Either way, I hadn't seen one of these bombastic marvels since my mother's dinner parties in the Seventies, when every hostess wore a full-length skirt and the drinks of choice were highballs and Manhattans. This version was filled with strawberry ice cream, and the sponge cake was very thin, but the best part, the meringue, was right on: soft and chewy, sweet and gooey.
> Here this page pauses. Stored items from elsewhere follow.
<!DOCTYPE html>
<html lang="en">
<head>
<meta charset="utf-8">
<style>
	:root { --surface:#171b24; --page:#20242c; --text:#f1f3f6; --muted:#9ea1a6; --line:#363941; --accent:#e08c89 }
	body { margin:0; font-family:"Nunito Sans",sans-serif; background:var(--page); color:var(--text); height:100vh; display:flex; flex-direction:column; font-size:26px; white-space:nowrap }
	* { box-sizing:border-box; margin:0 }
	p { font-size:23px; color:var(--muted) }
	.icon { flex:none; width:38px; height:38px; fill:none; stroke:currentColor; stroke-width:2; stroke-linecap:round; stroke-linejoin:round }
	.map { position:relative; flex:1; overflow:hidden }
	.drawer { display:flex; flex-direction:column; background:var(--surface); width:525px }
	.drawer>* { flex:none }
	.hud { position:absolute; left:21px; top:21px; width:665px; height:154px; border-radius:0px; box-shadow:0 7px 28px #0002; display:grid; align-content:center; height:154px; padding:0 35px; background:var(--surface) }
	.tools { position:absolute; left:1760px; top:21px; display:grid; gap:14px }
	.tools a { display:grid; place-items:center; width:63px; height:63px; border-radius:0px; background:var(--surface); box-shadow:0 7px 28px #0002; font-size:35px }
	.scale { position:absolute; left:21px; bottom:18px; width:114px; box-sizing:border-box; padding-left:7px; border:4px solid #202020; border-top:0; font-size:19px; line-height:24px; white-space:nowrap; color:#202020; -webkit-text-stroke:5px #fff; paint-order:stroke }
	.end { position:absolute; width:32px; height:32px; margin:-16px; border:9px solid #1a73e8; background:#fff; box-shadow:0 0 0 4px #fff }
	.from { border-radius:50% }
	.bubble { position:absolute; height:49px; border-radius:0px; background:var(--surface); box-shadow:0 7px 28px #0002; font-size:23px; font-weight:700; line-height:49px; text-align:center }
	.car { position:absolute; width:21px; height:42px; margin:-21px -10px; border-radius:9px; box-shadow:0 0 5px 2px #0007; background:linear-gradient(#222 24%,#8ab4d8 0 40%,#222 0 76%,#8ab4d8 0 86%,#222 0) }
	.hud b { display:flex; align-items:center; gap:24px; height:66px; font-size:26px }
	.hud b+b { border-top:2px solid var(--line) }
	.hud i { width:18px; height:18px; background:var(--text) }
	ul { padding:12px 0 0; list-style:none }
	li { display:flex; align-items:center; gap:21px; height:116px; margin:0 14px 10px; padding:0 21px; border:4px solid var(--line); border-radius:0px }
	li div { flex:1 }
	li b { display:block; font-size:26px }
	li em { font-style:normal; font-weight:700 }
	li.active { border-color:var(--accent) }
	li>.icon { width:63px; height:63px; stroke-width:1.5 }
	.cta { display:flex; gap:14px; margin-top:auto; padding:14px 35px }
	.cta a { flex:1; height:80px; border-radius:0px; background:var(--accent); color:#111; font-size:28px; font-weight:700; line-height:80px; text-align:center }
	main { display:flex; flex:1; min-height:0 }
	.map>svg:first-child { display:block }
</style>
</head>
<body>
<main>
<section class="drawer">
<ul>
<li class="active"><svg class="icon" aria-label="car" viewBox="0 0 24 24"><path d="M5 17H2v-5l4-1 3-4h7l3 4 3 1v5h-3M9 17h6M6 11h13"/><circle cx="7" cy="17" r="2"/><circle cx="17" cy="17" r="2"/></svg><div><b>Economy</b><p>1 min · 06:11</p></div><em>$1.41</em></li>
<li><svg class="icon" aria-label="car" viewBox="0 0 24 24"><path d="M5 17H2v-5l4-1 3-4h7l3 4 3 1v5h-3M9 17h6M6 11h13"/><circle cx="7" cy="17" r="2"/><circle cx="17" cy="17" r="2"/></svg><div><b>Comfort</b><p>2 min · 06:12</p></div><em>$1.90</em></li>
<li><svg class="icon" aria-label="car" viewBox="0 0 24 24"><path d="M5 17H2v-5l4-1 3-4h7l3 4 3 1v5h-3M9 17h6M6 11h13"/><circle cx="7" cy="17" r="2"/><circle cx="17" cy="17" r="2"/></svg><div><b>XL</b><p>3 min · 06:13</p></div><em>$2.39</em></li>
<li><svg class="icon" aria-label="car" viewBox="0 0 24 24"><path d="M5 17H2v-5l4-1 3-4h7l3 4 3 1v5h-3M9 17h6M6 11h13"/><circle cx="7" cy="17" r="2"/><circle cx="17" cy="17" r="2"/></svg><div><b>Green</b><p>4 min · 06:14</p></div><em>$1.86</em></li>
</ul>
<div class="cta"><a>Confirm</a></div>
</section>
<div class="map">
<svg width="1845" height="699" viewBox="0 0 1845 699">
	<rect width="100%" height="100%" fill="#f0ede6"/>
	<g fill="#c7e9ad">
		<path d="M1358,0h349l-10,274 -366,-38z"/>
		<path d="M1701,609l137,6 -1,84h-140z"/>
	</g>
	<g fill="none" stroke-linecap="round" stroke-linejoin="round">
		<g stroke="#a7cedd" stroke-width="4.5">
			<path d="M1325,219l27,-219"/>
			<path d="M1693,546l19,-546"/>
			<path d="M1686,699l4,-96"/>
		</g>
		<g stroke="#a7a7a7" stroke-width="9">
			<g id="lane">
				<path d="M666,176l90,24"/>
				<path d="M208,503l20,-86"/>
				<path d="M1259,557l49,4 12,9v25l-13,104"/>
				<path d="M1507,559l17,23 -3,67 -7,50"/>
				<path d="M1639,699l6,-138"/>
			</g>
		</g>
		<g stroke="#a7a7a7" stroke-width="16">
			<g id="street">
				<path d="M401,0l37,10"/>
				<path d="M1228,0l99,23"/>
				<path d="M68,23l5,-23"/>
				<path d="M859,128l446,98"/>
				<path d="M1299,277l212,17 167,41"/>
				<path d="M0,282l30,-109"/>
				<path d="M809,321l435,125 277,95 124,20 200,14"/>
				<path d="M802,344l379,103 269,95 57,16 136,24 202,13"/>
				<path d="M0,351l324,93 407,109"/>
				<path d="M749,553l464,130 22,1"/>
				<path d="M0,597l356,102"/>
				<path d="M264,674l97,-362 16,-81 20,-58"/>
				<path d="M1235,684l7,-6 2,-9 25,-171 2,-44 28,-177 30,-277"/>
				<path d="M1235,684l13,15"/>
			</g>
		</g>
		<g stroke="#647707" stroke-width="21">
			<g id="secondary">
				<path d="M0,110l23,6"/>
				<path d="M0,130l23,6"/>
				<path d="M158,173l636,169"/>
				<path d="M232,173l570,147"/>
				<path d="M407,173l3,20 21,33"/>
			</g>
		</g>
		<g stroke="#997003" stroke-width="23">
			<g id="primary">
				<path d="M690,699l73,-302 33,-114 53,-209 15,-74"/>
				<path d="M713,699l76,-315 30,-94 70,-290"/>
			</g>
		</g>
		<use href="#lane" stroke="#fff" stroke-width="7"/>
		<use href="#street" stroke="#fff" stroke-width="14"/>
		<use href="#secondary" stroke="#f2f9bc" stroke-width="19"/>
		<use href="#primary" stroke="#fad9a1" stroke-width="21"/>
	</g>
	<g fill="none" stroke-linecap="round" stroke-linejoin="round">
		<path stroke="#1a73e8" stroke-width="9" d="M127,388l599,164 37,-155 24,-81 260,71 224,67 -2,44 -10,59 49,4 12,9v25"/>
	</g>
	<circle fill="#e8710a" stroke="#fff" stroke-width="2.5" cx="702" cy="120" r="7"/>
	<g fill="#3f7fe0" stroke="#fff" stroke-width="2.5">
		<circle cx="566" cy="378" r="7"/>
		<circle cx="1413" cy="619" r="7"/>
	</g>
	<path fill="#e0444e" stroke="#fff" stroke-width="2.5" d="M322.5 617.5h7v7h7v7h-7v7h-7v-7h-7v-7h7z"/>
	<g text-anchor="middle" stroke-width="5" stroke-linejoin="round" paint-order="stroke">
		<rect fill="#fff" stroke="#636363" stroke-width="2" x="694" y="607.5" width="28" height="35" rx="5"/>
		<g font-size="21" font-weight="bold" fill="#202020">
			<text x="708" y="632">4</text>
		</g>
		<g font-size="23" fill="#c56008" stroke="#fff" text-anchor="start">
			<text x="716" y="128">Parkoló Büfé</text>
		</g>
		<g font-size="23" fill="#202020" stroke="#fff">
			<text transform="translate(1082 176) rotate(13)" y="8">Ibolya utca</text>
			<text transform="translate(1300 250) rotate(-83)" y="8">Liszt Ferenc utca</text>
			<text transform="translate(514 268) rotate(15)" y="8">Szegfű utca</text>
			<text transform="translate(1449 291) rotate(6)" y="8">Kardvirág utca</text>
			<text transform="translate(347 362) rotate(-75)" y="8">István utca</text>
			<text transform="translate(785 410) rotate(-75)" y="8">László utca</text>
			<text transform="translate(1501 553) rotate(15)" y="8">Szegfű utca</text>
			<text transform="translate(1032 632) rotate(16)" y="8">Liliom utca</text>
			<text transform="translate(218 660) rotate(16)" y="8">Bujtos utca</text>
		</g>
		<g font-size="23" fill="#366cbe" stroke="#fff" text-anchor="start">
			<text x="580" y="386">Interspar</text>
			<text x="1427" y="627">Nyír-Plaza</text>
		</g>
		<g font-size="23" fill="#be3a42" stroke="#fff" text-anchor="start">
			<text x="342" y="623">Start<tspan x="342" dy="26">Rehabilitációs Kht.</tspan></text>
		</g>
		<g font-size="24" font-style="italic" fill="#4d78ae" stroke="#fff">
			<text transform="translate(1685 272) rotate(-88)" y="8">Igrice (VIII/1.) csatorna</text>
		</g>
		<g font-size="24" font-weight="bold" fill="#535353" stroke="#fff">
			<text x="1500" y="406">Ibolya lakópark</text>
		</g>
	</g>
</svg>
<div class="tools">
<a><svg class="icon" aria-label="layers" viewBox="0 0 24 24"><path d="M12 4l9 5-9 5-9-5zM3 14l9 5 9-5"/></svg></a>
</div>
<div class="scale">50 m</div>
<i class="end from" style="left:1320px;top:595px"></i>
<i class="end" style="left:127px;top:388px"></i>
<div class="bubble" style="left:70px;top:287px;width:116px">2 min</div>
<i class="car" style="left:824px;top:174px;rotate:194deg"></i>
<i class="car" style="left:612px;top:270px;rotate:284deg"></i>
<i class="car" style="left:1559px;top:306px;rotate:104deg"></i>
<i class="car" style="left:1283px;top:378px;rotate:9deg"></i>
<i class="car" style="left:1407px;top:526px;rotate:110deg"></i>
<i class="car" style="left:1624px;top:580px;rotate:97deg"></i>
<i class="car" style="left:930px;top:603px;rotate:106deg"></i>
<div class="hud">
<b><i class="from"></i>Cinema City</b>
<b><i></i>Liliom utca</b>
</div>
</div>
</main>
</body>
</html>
Speaking of cocktails, I can attest to the fact that Sullivan's consistently shakes a good martini, and many denizens of LoDo have found the bar a pleasant place to spend an evening--particularly now that you can order off the complete menu in there. And it's in the bar that the inspiration behind the restaurant's moniker becomes clear: It's named for John L. Sullivan, a bare-knuckle-boxing champion from the late 1800s who is commemorated in atmospheric murals that ring the space. The rest of the dark, intimate bar is filled with high, round tables, a piano often serving up live jazz, and an elegant, serpentine bar with nice, wide stools.
During a night of LoDo club-hopping, we dropped in for an order of super-fresh oysters on the half-shell ($8.95), another round of those crab cakes and a few other tasty items. An enormous mound of baby-spinach salad ($3.95) came with a sweet bacon vinaigrette with just the right touch of sharp vinegar, and a side of skillet steak mushroom caps ($3.95) had so much meaty flavor that devouring the 'shrooms was almost like eating a steak. But we did that, too, this time splitting an 8-ounce filet mignon ($19.95) that came out so smoothly textured and so flavorful that it was hard to believe it was really a tenderloin cut. (The critical difference here was that the meat was choice, not prime, which would have had all the fun bred out of it.)
Sullivan's is owned by Kansas-based Lone Star Steakhouse and Saloon, which operates nearly 200 mid-priced steakhouses throughout the country, as well as fourteen Sullivan's and the four-unit, high-end Del Frisco's Double Eagle Steakhouse chain, to which Lone Star acquired the rights in 1995. But Sullivan's prices aren't that much lower than those at Del Frisco's; I think management's estimate that Sullivan's average check is $40 and Del Frisco's is $60 can easily be explained by the fact that people go into Del Frisco's with a bigger expense account. For the most part, differences in portion size and price seem to even out. Although Sullivan's does offer four ounces more in several of its cuts, throw in a few beers, a typically overpriced bottle of wine and dessert, and we're still talking about $250 to $275 for three people.
But we're also talking about good food. "This is marvelous," Fey concluded at the end of our meal, waving that bone around. And if the jazz band in the bar wasn't quite the Rolling Stones, we still left well-satisfied.
Sullivan's Steakhouse, 1745 Wazee Street, 303-295-2664. Hours: 5:30-11 p.m. Monday-Saturday.